Turn off the electricity at a breaker box
- Stand on a dry spot.
- Use a dry wooden stick or pole to open the door.
- Use the stick to push the main breaker switch to OFF.
- Use the stick to turn each circuit breaker to OFF.
Turn off the electricity at a fuse box
- Stand on a dry spot.
- If your box has a handle on the side, use a dry wooden stick or pole to pull the handle to OFF.
- Use the stick to open the door.
- Carefully pull out the main fuses.
- Unscrew and remove each circuit's fuse.
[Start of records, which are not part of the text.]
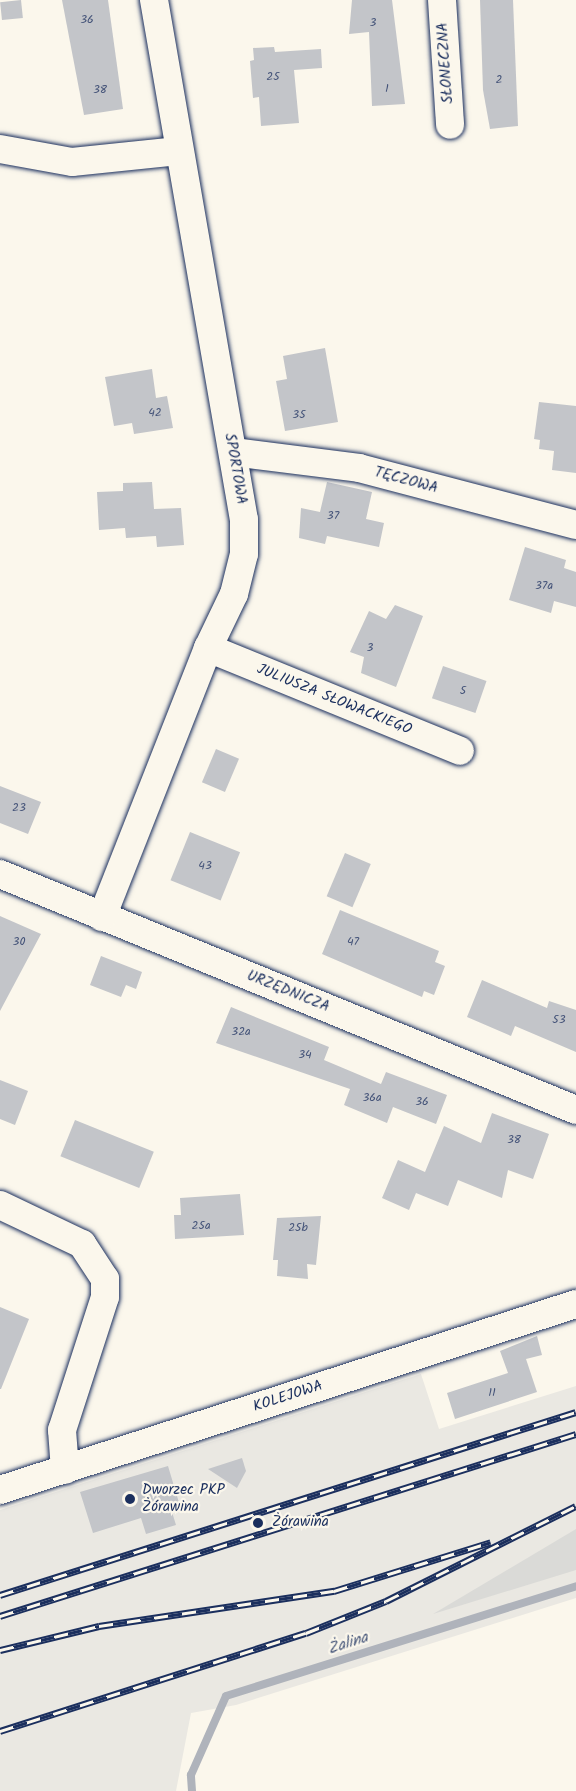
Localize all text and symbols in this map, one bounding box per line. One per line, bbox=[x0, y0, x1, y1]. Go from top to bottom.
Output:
house number: 36 bbox=[80, 13, 94, 27]
house number: 3 bbox=[370, 16, 376, 30]
street label: SŁONECZNA bbox=[434, 22, 458, 104]
house number: 25 bbox=[266, 70, 280, 84]
house number: 2 bbox=[496, 73, 502, 87]
house number: 1 bbox=[385, 82, 389, 96]
house number: 38 bbox=[93, 83, 107, 97]
house number: 42 bbox=[148, 406, 162, 420]
house number: 35 bbox=[292, 408, 306, 422]
street label: SPORTOWA bbox=[220, 432, 250, 506]
street label: TĘCZOWA bbox=[372, 464, 440, 498]
house number: 37 bbox=[327, 509, 339, 523]
house number: 37a bbox=[535, 579, 553, 593]
house number: 3 bbox=[367, 641, 373, 655]
street label: JULIUSZA SŁOWACKIEGO bbox=[254, 661, 414, 739]
house number: 5 bbox=[460, 684, 466, 698]
house number: 23 bbox=[12, 801, 26, 815]
house number: 43 bbox=[198, 859, 212, 873]
house number: 30 bbox=[13, 935, 25, 949]
house number: 47 bbox=[347, 935, 359, 949]
street label: URZĘDNICZA bbox=[244, 967, 332, 1017]
house number: 53 bbox=[552, 1013, 566, 1027]
house number: 32a bbox=[231, 1025, 251, 1039]
house number: 34 bbox=[298, 1048, 312, 1062]
house number: 36a bbox=[362, 1091, 382, 1105]
house number: 36 bbox=[415, 1095, 429, 1109]
house number: 38 bbox=[507, 1133, 521, 1147]
house number: 25a bbox=[191, 1219, 211, 1233]
house number: 25b bbox=[288, 1221, 308, 1235]
street label: KOLEJOWA bbox=[251, 1377, 325, 1417]
house number: 11 bbox=[488, 1386, 496, 1400]
place label: Dworzec PKP Żórawina bbox=[142, 1481, 225, 1516]
marker: Dworzec PKP Żórawina bbox=[123, 1492, 137, 1506]
marker: Żórawina bbox=[249, 1514, 267, 1532]
place label: Żórawina bbox=[272, 1514, 329, 1532]
water label: Żalina bbox=[325, 1629, 371, 1659]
When you return home following a flood, there are hidden electrical hazards throughout your home," says Roger Grogg, GCEA's Chief Operations Officer. Taking the time to find and fix these electrical dangers can prevent an even greater loss than that of personal property. GCEA encourages families to keep the electricity off until the system has been checked by a qualified electrician to make sure it is free of trapped water or moisture. All electrical appliances exposed to floodwater should also be checked.
- Do not use electrical appliances that have been wet. Water can damage the motors in electrical appliances, such as furnaces, freezers, refrigerators, washing machines, and dryers.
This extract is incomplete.